---------- Input records

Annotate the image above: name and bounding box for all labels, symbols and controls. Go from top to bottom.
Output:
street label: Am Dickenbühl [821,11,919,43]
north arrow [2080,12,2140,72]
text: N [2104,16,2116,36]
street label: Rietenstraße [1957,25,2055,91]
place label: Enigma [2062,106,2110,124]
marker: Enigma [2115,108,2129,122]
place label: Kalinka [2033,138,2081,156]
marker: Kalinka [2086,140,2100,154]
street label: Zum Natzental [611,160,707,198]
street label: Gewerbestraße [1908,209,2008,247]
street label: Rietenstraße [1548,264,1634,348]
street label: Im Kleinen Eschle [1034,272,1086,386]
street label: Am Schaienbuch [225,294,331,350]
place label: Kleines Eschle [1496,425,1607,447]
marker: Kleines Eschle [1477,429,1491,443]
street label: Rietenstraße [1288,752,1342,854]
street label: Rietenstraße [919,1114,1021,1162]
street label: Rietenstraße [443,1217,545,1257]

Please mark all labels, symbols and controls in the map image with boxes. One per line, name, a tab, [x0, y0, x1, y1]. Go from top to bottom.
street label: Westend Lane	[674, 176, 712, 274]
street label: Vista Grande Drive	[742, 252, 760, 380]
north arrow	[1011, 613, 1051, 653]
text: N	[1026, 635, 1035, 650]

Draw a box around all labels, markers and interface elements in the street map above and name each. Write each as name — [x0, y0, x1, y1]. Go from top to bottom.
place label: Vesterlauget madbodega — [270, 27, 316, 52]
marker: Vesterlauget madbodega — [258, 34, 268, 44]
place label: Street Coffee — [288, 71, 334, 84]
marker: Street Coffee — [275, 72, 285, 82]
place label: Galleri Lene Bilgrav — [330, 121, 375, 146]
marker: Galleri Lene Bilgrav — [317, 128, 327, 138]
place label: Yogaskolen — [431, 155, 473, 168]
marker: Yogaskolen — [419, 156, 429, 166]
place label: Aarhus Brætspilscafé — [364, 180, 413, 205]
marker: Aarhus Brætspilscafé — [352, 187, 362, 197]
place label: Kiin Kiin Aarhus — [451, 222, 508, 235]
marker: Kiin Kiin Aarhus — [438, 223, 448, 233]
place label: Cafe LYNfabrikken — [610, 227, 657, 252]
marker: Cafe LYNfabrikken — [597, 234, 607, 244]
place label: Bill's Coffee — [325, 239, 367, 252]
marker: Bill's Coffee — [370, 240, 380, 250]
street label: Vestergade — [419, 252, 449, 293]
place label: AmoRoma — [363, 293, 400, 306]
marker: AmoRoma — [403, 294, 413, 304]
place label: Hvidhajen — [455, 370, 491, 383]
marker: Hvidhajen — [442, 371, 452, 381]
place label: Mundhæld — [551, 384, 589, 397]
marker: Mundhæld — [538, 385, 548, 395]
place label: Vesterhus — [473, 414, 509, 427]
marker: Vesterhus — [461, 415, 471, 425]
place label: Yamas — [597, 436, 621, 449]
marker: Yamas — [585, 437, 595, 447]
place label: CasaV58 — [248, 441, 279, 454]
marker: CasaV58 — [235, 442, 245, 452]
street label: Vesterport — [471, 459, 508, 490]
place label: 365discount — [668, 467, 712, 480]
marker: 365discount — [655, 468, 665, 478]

--------------------

Would you repeat all of the entries exactly?

▶ Reply to the exercise:
Annotate the image above: name and bounding box for all labels, symbols and controls. Go from top to bottom.
Output:
street label: Am Dickenbühl [821,11,919,43]
north arrow [2080,12,2140,72]
text: N [2104,16,2116,36]
street label: Rietenstraße [1957,25,2055,91]
place label: Enigma [2062,106,2110,124]
marker: Enigma [2115,108,2129,122]
place label: Kalinka [2033,138,2081,156]
marker: Kalinka [2086,140,2100,154]
street label: Zum Natzental [611,160,707,198]
street label: Gewerbestraße [1908,209,2008,247]
street label: Rietenstraße [1548,264,1634,348]
street label: Im Kleinen Eschle [1034,272,1086,386]
street label: Am Schaienbuch [225,294,331,350]
place label: Kleines Eschle [1496,425,1607,447]
marker: Kleines Eschle [1477,429,1491,443]
street label: Rietenstraße [1288,752,1342,854]
street label: Rietenstraße [919,1114,1021,1162]
street label: Rietenstraße [443,1217,545,1257]

Please mark all labels, symbols and controls in the map image with boxes. One per line, name, a tab, [x0, y0, x1, y1]. Go from top to bottom.
street label: Westend Lane	[674, 176, 712, 274]
street label: Vista Grande Drive	[742, 252, 760, 380]
north arrow	[1011, 613, 1051, 653]
text: N	[1026, 635, 1035, 650]

Draw a box around all labels, markers and interface elements in the street map above and name each. Write each as name — [x0, y0, x1, y1]. Go from top to bottom.
place label: Vesterlauget madbodega — [270, 27, 316, 52]
marker: Vesterlauget madbodega — [258, 34, 268, 44]
place label: Street Coffee — [288, 71, 334, 84]
marker: Street Coffee — [275, 72, 285, 82]
place label: Galleri Lene Bilgrav — [330, 121, 375, 146]
marker: Galleri Lene Bilgrav — [317, 128, 327, 138]
place label: Yogaskolen — [431, 155, 473, 168]
marker: Yogaskolen — [419, 156, 429, 166]
place label: Aarhus Brætspilscafé — [364, 180, 413, 205]
marker: Aarhus Brætspilscafé — [352, 187, 362, 197]
place label: Kiin Kiin Aarhus — [451, 222, 508, 235]
marker: Kiin Kiin Aarhus — [438, 223, 448, 233]
place label: Cafe LYNfabrikken — [610, 227, 657, 252]
marker: Cafe LYNfabrikken — [597, 234, 607, 244]
place label: Bill's Coffee — [325, 239, 367, 252]
marker: Bill's Coffee — [370, 240, 380, 250]
street label: Vestergade — [419, 252, 449, 293]
place label: AmoRoma — [363, 293, 400, 306]
marker: AmoRoma — [403, 294, 413, 304]
place label: Hvidhajen — [455, 370, 491, 383]
marker: Hvidhajen — [442, 371, 452, 381]
place label: Mundhæld — [551, 384, 589, 397]
marker: Mundhæld — [538, 385, 548, 395]
place label: Vesterhus — [473, 414, 509, 427]
marker: Vesterhus — [461, 415, 471, 425]
place label: Yamas — [597, 436, 621, 449]
marker: Yamas — [585, 437, 595, 447]
place label: CasaV58 — [248, 441, 279, 454]
marker: CasaV58 — [235, 442, 245, 452]
street label: Vesterport — [471, 459, 508, 490]
place label: 365discount — [668, 467, 712, 480]
marker: 365discount — [655, 468, 665, 478]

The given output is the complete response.